» Task objective
Go through the entries below and print, exactly, the lines starting at the one with "position:relative; width:1611px; height:1507px;" and ending at the one with "height:4.5px; margin-top:-2.25px; transform-origin:0;", keeping both ends and no others.

» Data provided
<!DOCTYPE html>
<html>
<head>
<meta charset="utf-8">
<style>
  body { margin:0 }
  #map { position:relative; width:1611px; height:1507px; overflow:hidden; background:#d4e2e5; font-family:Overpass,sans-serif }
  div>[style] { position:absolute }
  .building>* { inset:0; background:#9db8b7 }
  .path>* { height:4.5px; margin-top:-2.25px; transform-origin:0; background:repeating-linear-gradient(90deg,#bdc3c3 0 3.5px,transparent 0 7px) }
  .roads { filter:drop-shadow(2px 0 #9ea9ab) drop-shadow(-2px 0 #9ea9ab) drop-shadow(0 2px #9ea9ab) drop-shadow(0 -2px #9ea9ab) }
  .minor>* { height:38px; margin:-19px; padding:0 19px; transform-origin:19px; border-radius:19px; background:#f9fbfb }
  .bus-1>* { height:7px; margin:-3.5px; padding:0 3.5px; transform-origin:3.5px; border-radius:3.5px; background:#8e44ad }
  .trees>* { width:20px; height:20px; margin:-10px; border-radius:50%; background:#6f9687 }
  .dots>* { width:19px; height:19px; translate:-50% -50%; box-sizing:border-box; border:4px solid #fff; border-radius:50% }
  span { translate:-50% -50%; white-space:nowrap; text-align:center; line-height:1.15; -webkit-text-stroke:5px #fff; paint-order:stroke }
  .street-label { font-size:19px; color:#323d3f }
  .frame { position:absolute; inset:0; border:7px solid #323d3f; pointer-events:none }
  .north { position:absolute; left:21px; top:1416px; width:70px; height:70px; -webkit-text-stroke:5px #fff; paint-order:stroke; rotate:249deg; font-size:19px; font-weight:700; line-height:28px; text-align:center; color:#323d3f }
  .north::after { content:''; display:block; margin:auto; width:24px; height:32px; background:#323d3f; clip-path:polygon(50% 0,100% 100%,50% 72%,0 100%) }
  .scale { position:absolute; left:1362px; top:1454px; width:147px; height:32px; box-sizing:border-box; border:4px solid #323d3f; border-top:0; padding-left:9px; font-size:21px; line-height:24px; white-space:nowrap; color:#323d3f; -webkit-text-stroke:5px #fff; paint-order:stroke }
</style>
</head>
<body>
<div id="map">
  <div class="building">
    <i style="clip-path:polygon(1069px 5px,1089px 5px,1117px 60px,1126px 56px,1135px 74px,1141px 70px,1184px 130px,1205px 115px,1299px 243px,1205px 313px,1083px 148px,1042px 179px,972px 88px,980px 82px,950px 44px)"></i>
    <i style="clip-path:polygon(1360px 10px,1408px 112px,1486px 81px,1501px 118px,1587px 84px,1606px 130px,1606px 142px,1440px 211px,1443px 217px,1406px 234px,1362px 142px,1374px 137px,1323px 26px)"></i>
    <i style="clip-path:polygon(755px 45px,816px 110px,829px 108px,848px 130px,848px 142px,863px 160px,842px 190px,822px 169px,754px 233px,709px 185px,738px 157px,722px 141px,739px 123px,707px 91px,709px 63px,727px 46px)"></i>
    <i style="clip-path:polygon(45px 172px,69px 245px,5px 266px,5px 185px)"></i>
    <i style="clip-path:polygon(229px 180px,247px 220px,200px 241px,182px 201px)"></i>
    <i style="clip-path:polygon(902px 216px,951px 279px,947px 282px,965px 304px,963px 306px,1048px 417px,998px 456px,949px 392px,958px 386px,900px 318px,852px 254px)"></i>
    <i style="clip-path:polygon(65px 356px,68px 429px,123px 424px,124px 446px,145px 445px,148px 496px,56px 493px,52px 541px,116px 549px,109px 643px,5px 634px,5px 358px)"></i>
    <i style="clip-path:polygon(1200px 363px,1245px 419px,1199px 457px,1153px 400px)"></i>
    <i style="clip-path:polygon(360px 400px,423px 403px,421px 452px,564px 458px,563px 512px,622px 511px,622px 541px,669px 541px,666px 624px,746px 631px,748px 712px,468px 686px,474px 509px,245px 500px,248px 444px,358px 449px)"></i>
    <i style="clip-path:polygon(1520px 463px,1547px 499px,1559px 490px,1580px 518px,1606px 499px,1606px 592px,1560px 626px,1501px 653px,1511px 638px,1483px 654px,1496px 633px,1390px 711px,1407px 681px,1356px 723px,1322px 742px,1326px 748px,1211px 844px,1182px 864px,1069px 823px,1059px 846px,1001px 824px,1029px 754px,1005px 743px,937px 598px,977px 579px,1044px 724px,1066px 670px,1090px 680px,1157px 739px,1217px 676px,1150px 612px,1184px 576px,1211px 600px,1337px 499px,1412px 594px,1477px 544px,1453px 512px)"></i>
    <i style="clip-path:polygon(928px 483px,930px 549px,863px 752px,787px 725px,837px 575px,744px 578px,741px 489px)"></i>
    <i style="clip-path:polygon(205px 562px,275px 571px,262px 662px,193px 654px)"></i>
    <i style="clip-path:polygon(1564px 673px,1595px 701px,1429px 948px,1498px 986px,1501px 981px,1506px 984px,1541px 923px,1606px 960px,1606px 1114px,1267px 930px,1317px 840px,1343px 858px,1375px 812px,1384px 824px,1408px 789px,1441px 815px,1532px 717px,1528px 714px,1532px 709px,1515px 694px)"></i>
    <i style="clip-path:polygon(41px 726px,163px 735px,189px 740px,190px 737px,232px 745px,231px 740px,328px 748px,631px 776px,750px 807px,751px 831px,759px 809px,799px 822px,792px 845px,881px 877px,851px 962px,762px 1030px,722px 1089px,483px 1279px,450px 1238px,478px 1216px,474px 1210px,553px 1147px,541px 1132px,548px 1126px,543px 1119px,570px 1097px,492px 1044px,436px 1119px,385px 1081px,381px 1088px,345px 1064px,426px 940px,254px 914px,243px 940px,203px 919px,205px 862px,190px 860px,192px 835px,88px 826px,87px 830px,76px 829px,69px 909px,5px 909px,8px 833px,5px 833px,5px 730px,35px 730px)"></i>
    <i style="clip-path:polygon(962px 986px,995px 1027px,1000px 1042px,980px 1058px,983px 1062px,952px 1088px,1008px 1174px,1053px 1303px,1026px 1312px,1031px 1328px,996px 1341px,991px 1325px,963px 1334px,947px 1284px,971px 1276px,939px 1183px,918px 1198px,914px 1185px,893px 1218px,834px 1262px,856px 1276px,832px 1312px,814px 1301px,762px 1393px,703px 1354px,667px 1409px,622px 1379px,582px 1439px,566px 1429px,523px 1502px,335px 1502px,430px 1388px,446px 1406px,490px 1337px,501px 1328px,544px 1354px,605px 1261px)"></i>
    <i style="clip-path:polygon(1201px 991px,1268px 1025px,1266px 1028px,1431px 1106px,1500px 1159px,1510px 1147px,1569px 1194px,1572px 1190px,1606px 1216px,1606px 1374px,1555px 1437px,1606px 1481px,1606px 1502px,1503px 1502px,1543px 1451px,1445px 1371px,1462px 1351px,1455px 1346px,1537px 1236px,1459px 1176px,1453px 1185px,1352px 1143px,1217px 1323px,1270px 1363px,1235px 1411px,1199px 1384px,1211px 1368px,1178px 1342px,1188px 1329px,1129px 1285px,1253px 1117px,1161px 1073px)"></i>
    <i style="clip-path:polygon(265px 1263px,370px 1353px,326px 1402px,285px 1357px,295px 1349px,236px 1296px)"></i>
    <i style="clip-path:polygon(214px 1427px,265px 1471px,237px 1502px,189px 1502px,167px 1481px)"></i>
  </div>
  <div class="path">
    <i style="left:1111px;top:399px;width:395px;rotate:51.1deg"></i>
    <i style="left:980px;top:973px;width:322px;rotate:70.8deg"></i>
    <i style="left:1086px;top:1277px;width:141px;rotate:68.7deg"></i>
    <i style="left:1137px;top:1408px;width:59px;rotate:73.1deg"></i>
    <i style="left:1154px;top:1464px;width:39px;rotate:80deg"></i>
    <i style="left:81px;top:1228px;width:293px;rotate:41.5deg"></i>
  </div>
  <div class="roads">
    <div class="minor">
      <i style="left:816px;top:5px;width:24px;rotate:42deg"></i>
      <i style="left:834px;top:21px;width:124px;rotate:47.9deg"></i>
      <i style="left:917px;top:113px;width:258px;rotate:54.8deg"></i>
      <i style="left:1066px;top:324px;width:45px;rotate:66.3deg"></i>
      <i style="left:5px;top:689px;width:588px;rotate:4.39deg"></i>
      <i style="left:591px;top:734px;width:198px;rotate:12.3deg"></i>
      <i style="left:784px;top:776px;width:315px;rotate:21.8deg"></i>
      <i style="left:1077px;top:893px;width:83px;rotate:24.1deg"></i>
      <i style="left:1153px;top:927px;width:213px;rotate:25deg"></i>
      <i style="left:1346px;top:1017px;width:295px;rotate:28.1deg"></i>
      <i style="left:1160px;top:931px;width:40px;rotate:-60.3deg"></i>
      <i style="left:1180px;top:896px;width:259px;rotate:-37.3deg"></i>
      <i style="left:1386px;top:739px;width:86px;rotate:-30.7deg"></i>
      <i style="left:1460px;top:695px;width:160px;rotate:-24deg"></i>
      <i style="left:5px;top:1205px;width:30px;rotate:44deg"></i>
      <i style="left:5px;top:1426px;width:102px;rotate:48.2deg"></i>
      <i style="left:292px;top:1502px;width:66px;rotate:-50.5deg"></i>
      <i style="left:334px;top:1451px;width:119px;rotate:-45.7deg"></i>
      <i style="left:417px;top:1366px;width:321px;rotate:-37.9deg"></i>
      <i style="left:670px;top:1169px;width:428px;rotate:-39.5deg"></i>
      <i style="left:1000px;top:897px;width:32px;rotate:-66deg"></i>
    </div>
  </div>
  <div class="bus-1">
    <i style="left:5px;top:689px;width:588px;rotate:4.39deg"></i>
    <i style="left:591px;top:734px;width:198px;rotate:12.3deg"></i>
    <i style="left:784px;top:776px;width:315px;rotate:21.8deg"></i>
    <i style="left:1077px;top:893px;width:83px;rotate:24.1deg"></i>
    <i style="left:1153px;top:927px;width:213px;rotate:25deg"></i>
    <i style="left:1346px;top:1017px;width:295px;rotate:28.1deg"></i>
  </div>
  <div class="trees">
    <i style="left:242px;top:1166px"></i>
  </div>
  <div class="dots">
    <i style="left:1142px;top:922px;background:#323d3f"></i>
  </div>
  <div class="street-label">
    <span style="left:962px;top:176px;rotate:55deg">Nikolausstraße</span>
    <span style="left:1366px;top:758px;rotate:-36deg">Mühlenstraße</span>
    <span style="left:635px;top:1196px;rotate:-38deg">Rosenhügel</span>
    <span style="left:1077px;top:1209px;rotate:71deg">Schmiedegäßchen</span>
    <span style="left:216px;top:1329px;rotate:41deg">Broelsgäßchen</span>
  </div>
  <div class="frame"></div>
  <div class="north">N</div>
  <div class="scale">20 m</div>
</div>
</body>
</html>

* * *

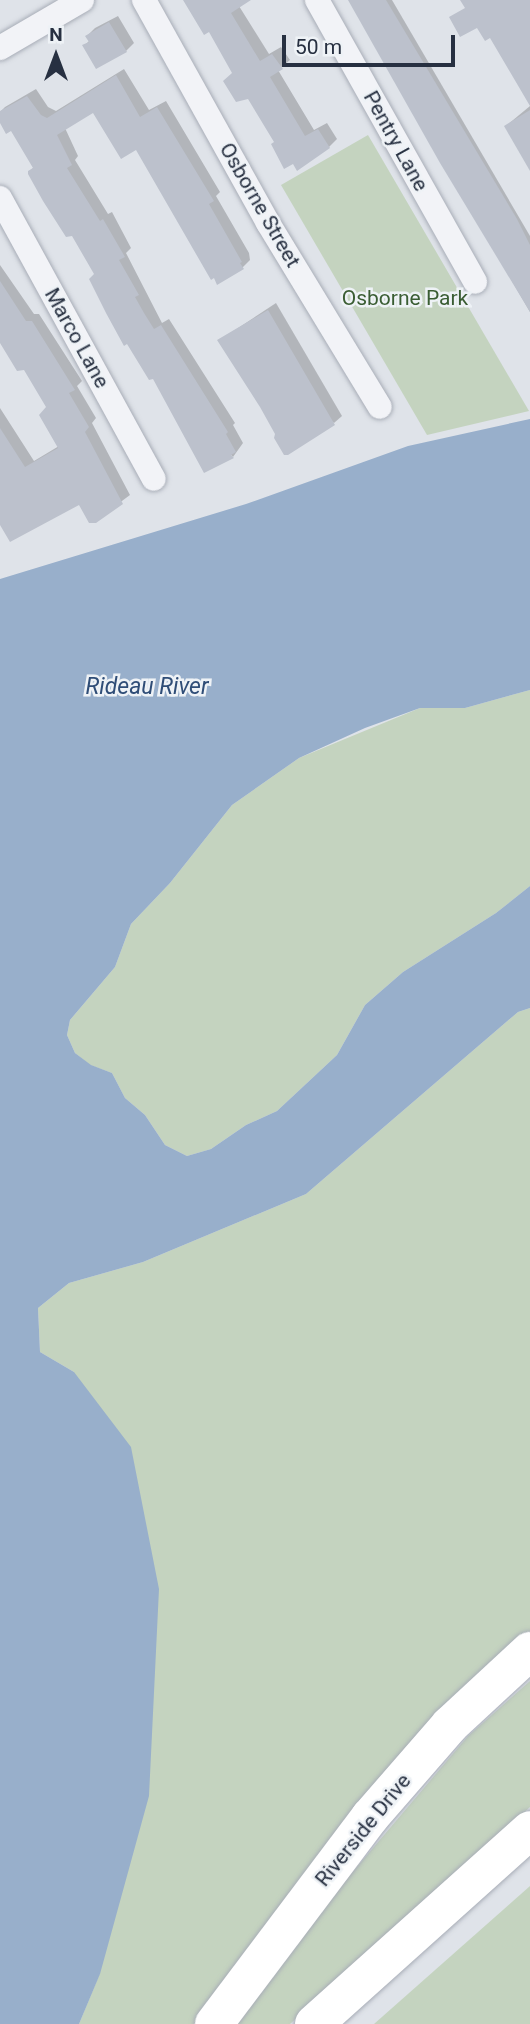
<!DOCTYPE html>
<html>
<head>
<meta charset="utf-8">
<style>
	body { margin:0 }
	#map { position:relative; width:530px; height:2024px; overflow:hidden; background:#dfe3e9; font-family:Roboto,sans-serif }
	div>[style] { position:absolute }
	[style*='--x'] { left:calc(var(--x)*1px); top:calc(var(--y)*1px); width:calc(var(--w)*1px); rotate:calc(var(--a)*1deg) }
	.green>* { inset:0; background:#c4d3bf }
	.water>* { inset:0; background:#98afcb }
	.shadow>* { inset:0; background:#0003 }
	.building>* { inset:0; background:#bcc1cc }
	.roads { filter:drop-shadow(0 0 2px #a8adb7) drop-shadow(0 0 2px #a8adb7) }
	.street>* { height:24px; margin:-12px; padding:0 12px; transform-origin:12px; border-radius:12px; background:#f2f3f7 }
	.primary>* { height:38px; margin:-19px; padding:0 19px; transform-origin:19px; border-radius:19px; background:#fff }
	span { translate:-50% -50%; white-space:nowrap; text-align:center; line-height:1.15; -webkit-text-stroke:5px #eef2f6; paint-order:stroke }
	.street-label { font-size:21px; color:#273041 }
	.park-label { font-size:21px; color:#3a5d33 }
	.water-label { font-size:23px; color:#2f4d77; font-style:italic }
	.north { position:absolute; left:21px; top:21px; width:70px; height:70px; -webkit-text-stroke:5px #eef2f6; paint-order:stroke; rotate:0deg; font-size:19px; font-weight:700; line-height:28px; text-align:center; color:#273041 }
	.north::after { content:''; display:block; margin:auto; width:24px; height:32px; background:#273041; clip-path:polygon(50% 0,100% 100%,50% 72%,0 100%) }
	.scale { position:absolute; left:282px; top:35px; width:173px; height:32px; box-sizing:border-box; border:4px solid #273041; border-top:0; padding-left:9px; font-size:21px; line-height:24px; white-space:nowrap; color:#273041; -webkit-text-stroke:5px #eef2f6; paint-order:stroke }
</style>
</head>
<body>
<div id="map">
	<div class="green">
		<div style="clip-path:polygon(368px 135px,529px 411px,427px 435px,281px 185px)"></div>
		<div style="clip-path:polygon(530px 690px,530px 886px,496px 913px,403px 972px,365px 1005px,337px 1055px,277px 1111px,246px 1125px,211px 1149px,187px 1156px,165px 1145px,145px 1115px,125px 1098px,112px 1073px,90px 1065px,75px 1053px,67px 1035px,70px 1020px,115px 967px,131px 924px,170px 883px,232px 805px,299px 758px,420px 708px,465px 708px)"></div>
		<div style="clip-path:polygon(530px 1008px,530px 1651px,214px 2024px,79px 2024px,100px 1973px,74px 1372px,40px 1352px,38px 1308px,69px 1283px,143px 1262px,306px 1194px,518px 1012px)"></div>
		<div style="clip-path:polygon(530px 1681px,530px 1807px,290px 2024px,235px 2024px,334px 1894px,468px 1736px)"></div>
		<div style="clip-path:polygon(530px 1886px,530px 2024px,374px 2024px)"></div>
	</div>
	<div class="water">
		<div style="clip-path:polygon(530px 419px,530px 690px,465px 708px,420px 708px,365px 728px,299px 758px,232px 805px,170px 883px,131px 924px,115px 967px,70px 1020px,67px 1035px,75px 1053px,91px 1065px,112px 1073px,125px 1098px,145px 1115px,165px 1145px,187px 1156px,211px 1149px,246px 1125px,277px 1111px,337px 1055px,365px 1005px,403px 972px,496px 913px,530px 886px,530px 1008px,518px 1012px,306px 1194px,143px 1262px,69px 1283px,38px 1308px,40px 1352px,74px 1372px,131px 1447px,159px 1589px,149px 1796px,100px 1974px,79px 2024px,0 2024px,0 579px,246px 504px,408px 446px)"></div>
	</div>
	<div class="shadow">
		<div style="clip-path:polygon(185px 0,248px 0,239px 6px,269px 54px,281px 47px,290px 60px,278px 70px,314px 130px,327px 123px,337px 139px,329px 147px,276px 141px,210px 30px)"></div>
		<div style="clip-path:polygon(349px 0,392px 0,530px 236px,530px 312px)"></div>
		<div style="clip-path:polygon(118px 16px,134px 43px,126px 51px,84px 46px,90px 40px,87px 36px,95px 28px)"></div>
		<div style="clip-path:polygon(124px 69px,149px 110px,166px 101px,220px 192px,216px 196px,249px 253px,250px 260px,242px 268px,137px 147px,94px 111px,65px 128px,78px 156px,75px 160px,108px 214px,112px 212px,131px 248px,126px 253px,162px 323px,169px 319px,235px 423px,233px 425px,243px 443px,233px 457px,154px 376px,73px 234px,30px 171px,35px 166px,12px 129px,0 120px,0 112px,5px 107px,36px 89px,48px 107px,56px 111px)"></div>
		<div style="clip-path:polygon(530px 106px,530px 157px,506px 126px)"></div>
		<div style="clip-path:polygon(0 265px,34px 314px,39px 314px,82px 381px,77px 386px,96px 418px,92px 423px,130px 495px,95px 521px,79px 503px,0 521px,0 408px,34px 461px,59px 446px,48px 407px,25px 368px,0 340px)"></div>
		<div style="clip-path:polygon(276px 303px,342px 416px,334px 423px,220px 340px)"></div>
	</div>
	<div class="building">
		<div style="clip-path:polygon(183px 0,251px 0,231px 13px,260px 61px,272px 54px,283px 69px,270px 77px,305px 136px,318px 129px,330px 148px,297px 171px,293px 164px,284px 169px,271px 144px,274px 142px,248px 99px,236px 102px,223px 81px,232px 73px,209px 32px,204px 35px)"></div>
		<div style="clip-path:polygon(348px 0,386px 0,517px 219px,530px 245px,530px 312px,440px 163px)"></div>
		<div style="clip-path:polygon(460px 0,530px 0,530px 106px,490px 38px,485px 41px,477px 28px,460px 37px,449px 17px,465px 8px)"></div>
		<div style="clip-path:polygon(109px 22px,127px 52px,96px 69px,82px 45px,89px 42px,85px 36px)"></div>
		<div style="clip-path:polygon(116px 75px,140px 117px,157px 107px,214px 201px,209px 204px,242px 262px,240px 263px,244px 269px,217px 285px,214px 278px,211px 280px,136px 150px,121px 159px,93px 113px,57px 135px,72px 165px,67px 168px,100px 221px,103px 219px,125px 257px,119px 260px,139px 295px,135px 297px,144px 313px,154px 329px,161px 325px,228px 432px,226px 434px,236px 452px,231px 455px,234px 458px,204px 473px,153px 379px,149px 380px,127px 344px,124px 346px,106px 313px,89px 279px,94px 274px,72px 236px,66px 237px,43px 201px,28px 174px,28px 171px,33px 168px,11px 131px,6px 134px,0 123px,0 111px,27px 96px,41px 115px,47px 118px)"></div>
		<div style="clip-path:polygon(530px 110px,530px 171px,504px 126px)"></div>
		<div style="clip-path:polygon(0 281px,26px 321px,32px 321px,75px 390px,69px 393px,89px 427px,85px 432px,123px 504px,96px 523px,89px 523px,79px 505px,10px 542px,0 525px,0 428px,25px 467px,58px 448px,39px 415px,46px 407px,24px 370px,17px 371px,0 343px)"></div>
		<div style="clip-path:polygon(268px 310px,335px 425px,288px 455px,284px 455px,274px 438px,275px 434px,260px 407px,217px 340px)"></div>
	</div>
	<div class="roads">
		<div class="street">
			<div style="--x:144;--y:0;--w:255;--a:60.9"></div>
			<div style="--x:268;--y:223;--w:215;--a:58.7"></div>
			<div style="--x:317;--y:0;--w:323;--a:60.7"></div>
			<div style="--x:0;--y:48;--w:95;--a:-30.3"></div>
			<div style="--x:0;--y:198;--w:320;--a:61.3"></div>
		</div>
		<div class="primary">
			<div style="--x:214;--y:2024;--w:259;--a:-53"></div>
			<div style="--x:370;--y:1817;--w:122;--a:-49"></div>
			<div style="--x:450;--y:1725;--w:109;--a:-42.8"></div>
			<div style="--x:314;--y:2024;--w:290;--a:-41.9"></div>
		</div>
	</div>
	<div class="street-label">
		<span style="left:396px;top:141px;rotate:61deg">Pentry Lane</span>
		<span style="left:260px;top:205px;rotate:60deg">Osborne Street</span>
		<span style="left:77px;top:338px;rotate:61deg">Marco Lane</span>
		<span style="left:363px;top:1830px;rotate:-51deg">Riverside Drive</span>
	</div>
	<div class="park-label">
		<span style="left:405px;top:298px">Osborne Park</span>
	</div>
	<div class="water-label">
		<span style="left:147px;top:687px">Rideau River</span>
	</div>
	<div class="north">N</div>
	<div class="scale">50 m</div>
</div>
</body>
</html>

» Response
  #map { position:relative; width:1611px; height:1507px; overflow:hidden; background:#d4e2e5; font-family:Overpass,sans-serif }
  div>[style] { position:absolute }
  .building>* { inset:0; background:#9db8b7 }
  .path>* { height:4.5px; margin-top:-2.25px; transform-origin:0; background:repeating-linear-gradient(90deg,#bdc3c3 0 3.5px,transparent 0 7px) }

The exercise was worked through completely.